Exercise: In the records below, which lines include "white"? Copy them.

Extracted data START

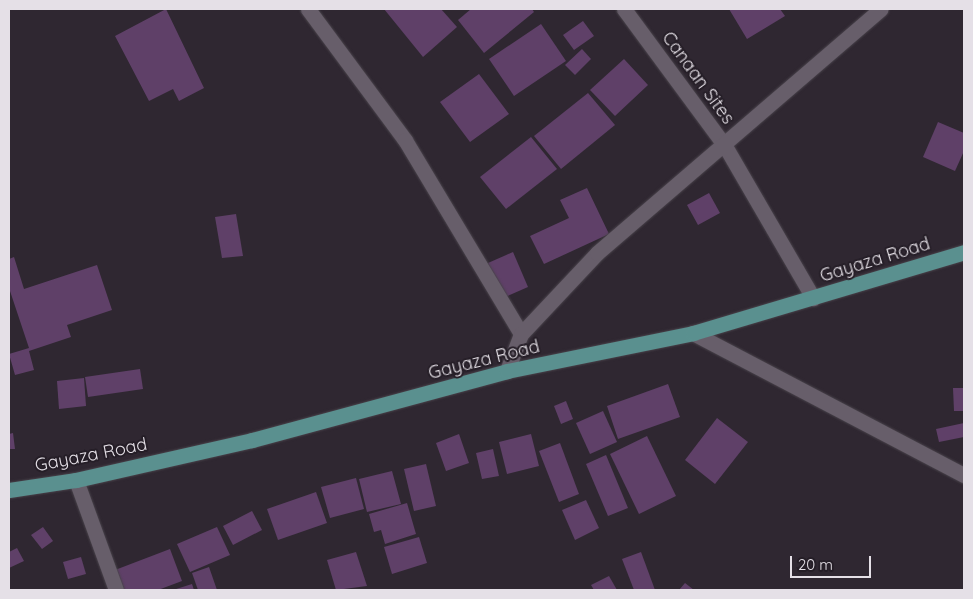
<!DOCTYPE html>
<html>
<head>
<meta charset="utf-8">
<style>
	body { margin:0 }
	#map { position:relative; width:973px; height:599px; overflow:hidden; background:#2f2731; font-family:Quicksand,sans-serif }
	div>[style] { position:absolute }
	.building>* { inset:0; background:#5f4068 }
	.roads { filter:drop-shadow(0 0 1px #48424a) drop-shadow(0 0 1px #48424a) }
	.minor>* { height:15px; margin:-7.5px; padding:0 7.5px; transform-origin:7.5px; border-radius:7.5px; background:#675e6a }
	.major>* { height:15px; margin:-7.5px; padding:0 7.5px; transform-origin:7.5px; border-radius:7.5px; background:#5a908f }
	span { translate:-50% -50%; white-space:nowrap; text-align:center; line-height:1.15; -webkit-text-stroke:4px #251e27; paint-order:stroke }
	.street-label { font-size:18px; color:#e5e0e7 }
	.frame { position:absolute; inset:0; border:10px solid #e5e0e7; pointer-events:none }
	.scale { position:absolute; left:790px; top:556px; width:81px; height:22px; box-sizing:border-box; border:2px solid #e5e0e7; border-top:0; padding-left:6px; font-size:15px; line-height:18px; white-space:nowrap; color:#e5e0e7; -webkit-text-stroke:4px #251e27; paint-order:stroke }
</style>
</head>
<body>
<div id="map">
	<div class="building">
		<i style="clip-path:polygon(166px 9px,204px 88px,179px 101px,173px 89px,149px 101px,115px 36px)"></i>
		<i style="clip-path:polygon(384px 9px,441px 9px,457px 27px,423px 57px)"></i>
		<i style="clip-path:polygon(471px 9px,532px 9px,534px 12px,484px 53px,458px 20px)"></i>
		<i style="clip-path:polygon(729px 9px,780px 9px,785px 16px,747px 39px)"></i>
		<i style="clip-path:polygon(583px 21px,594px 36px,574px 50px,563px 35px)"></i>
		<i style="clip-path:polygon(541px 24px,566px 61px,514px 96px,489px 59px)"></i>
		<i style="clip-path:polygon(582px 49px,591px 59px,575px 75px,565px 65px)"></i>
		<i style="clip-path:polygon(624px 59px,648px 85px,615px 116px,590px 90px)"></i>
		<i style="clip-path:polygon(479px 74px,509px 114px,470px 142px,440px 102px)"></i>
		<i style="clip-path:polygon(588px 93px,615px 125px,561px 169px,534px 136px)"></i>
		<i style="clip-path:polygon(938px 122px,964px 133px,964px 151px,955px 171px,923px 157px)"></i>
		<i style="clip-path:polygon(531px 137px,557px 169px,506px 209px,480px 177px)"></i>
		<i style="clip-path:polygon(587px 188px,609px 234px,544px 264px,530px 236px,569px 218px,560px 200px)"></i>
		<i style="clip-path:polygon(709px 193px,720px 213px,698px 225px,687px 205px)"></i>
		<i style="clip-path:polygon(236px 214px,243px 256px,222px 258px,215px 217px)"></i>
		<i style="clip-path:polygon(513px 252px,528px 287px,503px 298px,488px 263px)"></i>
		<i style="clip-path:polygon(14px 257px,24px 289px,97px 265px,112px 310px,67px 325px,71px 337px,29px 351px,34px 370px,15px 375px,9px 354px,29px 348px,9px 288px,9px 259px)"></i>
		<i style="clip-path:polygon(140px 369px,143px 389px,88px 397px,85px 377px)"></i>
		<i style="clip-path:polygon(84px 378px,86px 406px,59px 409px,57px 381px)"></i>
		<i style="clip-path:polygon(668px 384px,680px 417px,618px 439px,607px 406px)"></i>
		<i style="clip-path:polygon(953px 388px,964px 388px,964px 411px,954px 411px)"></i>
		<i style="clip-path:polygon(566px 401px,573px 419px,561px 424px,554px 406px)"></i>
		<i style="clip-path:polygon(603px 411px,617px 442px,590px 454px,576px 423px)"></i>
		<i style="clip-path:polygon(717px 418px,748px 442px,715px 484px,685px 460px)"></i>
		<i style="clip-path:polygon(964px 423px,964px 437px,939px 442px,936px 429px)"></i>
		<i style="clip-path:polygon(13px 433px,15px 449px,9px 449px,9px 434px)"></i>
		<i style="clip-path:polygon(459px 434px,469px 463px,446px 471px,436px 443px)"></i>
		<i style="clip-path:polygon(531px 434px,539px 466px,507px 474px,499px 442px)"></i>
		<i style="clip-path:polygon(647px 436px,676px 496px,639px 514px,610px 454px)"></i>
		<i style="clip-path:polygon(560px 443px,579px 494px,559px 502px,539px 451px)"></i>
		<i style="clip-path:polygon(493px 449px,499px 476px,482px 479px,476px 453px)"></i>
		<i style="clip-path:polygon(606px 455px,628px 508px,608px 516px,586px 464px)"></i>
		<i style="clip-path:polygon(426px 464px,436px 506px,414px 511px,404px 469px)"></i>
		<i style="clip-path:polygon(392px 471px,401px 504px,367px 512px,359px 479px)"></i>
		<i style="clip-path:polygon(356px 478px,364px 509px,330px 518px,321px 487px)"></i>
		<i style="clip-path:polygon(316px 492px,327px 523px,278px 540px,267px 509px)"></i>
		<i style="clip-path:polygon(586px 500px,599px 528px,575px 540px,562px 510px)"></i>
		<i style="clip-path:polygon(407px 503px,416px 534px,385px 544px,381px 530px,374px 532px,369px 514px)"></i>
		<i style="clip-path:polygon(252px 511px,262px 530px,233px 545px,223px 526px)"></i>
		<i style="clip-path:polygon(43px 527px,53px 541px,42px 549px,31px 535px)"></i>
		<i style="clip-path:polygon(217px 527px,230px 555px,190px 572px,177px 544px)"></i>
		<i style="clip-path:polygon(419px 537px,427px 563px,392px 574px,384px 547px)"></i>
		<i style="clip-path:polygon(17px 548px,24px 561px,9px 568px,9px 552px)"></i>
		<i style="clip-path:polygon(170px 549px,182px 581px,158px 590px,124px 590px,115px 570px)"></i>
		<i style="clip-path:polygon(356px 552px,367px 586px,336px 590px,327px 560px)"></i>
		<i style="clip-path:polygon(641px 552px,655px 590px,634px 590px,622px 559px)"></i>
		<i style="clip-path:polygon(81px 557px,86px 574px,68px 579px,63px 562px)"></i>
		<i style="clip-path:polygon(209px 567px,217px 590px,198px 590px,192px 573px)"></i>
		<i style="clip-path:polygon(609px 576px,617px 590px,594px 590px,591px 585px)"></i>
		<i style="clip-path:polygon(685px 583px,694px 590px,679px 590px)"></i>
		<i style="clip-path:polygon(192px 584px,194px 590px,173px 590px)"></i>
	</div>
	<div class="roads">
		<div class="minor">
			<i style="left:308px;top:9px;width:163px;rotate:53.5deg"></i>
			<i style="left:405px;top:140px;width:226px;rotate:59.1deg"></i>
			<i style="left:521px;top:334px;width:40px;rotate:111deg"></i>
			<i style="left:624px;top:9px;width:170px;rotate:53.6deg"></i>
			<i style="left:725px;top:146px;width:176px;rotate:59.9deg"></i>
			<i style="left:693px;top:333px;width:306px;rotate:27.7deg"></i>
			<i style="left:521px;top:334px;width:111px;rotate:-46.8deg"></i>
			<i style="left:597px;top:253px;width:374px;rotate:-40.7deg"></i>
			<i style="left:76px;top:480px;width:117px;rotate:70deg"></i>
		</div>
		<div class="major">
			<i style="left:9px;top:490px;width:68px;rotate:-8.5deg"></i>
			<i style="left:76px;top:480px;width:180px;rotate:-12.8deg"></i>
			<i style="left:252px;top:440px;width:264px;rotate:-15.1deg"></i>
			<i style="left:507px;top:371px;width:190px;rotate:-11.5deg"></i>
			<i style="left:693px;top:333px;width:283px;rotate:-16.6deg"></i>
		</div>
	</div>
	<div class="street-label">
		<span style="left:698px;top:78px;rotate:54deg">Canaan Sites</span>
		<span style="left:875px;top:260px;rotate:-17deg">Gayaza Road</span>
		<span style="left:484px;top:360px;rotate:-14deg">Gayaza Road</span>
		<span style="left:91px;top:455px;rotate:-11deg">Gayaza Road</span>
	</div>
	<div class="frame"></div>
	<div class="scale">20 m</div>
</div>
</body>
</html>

Extracted data END

Answer box:
	span { translate:-50% -50%; white-space:nowrap; text-align:center; line-height:1.15; -webkit-text-stroke:4px #251e27; paint-order:stroke }
	.scale { position:absolute; left:790px; top:556px; width:81px; height:22px; box-sizing:border-box; border:2px solid #e5e0e7; border-top:0; padding-left:6px; font-size:15px; line-height:18px; white-space:nowrap; color:#e5e0e7; -webkit-text-stroke:4px #251e27; paint-order:stroke }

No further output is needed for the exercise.